Sendo este o entendimento do Ministério Público, como titular da ação penal, não pode a Sr. Juiz, sob a capa de uma pretensa nulidade do inquérito, devolver o processo ao Ministério Público, fazendo-o regressar à fase de inquérito.

A discordância da Srª Juiz sobre a qualificação jurídica dada aos factos não lhe permite a devolução do processo ao Ministério Público para que seja tido em conta um tipo de ilícito que, na sua opinião, deveria ter sido considerado.

E ao Ministério Público que cabe a direção do inquérito e a definição do objeto do processo através da acusação, não podendo nunca estar sujeito às ordens do juiz de instrução ou de julgamento.

O entendimento perfilhado no despacho aqui em análise constitui uma flagrante violação da estrutura acusatória do nosso processo penal e que encontra consagração constitucional no art. 32° n°5 da Lei Fundamental.

De igual modo, o despacho recorrido ao impor ao Ministério Público que se pronuncie de modo diverso sobre factos que foram considerados suficientemente indiciados e qualificados juridicamente no despacho de acusação está a atentar contra a autonomia do Ministério Público, igualmente consagrada constitucionalmente.

No caso em apreço, a intervenção judicial na fase de instrução tem por objeto apenas e só a comprovação ou não do ponto de vista indiciário da acusação deduzida pelo Ministério Público, decidindo-se, a final, se o arguido deve ou não ser sujeito a julgamento.

Não faz parte das competências do juiz de instrução apreciar a atividade do Ministério Público na fase de inquérito, apreciar que despachos de arquivamento deveriam ou não ter sido produzidos ou que outra matéria fática deveria constar da acusação.

Qualquer discordância com a qualificação jurídica dos factos feita pelo Ministério Público poderá dar lugar à sua alteração nos termos do art. 303° n°5, do CPP mas nunca à remessa do processo para a fase de inquérito.
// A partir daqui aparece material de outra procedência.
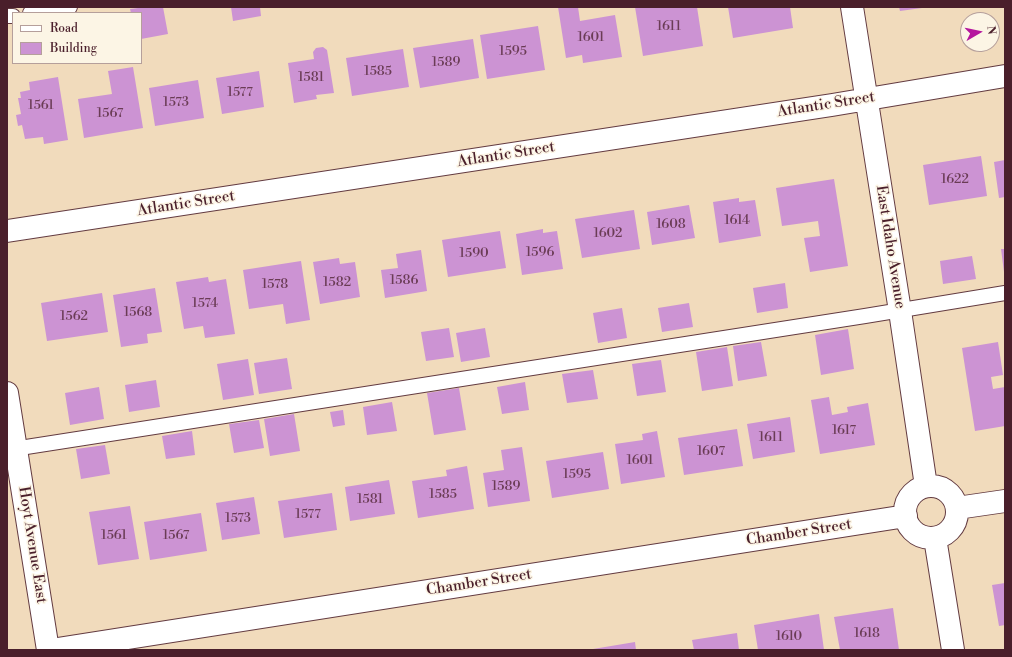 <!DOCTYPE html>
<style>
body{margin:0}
#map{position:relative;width:1012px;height:657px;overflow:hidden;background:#f1dbbc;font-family:"Libre Bodoni",serif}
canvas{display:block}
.frame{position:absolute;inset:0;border:8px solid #4a1f2b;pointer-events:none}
.legend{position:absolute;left:12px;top:12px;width:130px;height:52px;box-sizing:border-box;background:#fcf5e5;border:1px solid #b59f9b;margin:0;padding:5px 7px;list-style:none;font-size:12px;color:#4a1f2b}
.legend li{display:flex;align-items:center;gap:8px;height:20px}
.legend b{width:20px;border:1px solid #b59f9b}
.north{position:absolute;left:960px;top:12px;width:40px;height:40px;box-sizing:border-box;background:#fcf5e5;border:1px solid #b59f9b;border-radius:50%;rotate:81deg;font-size:11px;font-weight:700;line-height:16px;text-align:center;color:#4a1f2b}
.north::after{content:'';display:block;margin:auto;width:14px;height:18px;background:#b5179e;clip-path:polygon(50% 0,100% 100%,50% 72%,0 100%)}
</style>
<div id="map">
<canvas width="1012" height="657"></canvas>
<div class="frame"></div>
<ul class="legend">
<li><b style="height:5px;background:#fff"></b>Road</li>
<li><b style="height:11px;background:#cc93d3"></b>Building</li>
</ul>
<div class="north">N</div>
</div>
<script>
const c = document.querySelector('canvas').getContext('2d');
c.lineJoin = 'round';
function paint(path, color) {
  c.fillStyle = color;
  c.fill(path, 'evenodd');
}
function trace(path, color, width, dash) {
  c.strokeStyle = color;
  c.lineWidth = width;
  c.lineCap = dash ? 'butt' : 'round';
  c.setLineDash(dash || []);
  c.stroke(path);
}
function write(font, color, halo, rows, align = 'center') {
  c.font = font + ' "Libre Bodoni",serif';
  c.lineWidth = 3;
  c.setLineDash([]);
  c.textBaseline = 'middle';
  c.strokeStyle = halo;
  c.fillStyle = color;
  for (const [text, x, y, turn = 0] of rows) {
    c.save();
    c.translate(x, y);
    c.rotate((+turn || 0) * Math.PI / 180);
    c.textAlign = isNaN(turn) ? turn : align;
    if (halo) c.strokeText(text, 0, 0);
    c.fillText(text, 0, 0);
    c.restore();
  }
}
paint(new Path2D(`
 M146 7H163L168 34 141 39V13H131L130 9Z
 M231 7H260L261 16 233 21Z
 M558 7H578L580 21 615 15 622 57 583 63 582 55 566 58Z
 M635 7H697L703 46 643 56Z
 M728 7H790L793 28 733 38Z
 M899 7H922V8L900 11Z
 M538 26 545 70 487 79 480 35Z
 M473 39 479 78 420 88 413 48Z
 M323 47 327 50 334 93 316 95 317 99 294 103 288 63 314 59 313 52 316 48Z
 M403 49 409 87 352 96 346 58Z
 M133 67 143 128 84 138 78 99 112 94 108 71Z
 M259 71 264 107 222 114 216 78Z
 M58 77 68 140 44 144 43 137 25 139 22 125 18 126 16 115 21 114 18 98H21L20 92 30 90 29 82Z
 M198 80 204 118 155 126 149 88Z
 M981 156 987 196 929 205 923 165Z
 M1005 160V197L999 198 994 162Z
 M834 179 848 266 810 272 804 238 820 236 818 221 782 226 776 188Z
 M739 198V202L755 200 761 236 719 243 713 202Z
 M689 205 695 238 652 245 647 212Z
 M634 210 640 249 582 258 575 219Z
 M543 229V233L557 231 563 269 522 275 516 234Z
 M500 231 506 268 448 277 442 240Z
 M1001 249H1005V272H1004Z
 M421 250 427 291 385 298 381 270 398 268 396 254Z
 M972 256 976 279 943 284 940 261Z
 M339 258 340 264 355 262 360 297 320 304 313 262Z
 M301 261 310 320 286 324 283 304 249 309 243 270Z
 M208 277 209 282 226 279 235 334 205 338 203 326 184 329 176 282Z
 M785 283 788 308 757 313 753 288Z
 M155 288 162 332 147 334 148 343 121 347 113 295Z
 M102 293 108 332 47 341 41 303Z
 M689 303 693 327 662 332 658 308Z
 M622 308 627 338 598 343 593 313Z
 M449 328 454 357 426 361 421 332Z
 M485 328 490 357 461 362 456 333Z
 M848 329 854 369 821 375 815 335Z
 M761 342 767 376 738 381 733 346Z
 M998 342 1003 375 991 377 993 389 1005 387V426L975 431 962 348Z
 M727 347 733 386 702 391 696 352Z
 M287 358 292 389 259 394 254 363Z
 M248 359 254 395 223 400 217 364Z
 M661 360 666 392 637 396 632 364Z
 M593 370 598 399 567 403 562 374Z
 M156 380 160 407 129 412 125 385Z
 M525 382 529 410 502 414 497 387Z
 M99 387 104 419 70 425 65 393Z
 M459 388 466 430 434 435 427 393Z
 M829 397 832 415 848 412 847 407 868 403 875 445 820 454 811 400Z
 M392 402 397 431 367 435 363 407Z
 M343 410 345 425 333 427 330 412Z
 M294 414 300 451 270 456 264 419Z
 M790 417 795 452 753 459 747 424Z
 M259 420 264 448 234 453 229 424Z
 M737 429 743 466 684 475 678 438Z
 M192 431 195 455 166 459 162 436Z
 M657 431 665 477 621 484 615 444 643 440 642 434Z
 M105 445 110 474 81 479 76 449Z
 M522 447 530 501 488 507 483 473 504 470 501 450Z
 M603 452 609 489 552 498 546 461Z
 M467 466 474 509 418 518 412 481 447 476 446 470Z
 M389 480 395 514 350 521 345 487Z
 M332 493 337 530 284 538 278 501Z
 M254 497 260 534 222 540 216 503Z
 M130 506 139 559 98 565 89 512Z
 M201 513 207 551 150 560 144 522Z
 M1005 583V625L999 626 992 585Z
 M893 608 899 650H840L834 617Z
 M819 614 824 650H758L754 625Z
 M737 633 739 650H694L692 640Z
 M635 642 636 650H593V649Z`), '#cc93d3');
const lane = new Path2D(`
 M30 13 70 7
 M7 16H13
 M7 450 865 316 1005 293`);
const street = new Path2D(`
 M852 7 900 311 926 486
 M7 231 832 105 1005 76
 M7 393 48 650
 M905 512a26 26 0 1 1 52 0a26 26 0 1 1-52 0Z
 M957 508 1005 501
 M935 538 953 650
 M51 650 906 516`);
trace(lane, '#633b41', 16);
trace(street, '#633b41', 24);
trace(lane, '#fff', 14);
trace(street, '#fff', 22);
write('13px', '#6a3c55', null, [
 ["1611",669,27],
 ["1601",591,38],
 ["1595",513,52],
 ["1589",446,63],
 ["1585",378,72],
 ["1581",311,78],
 ["1577",240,93],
 ["1573",176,103],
 ["1561",41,106],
 ["1567",110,114],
 ["1622",955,180],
 ["1614",737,221],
 ["1608",671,225],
 ["1602",608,234],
 ["1596",540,253],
 ["1590",474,254],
 ["1586",404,281],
 ["1582",337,283],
 ["1578",275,285],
 ["1574",205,304],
 ["1568",138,313],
 ["1562",74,317],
 ["1617",844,431],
 ["1611",771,438],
 ["1607",711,452],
 ["1601",640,461],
 ["1595",577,475],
 ["1589",506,487],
 ["1585",443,495],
 ["1581",370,500],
 ["1577",308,515],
 ["1573",238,519],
 ["1561",114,536],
 ["1567",176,536],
 ["1618",867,634],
 ["1610",789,637]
]);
write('15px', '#4a1f2b', '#fcf5e5', [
 ["Atlantic Street",826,105,-9],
 ["Atlantic Street",506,155,-9],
 ["Atlantic Street",186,204,-9],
 ["East Idaho Avenue",890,247,81],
 ["Chamber Street",799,533,-9],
 ["Hoyt Avenue East",32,545,81],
 ["Chamber Street",479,583,-9]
]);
</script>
Constitui entendimento generalizado entre a doutrina e a jurisprudência que a nulidade de falta de promoção do processo por parte do Ministério Público, prevista no art. 119° al. b), do CPP só se verifica quando ocorre uma ausência absoluta de inquérito.

No caso em apreço a nulidade do inquérito declarada prende-se apenas com o entendimento perfilhado pela Srª Juiz de que pelo Ministério Público deveria ter sido proferido despacho sobre a verificação ou não de um crime de tráfico de estupefacientes, sendo certo que a factualidade em causa foi levada à acusação, constituindo em conjunto com outros factos a prática por parte do arguido de outros ilícitos criminais que lhe são imputados.

O despacho ora em recurso constitui uma ingerência legalmente inadmissível na fase de inquérito, cuja direção cabe em exclusivo ao Ministério Público, impondo-lhe a realização de diligência e a prolação de despachos, em manifesto desrespeito pela autonomia desta magistratura.

Resulta, pois, inequívoco que a decisão recorrida não encontra qualquer apoio nas normas constitucionais e processuais vigentes, sendo por isso inconstitucional e ilegal.

O despacho em causa violou as normas contidas nos arts. 32° n°5 e 291 n°l, da Constituição da República Portuguesa e os arts. 48°, 53° 286°, 298° 303°, 307° e 308° do Código de Processo Penal.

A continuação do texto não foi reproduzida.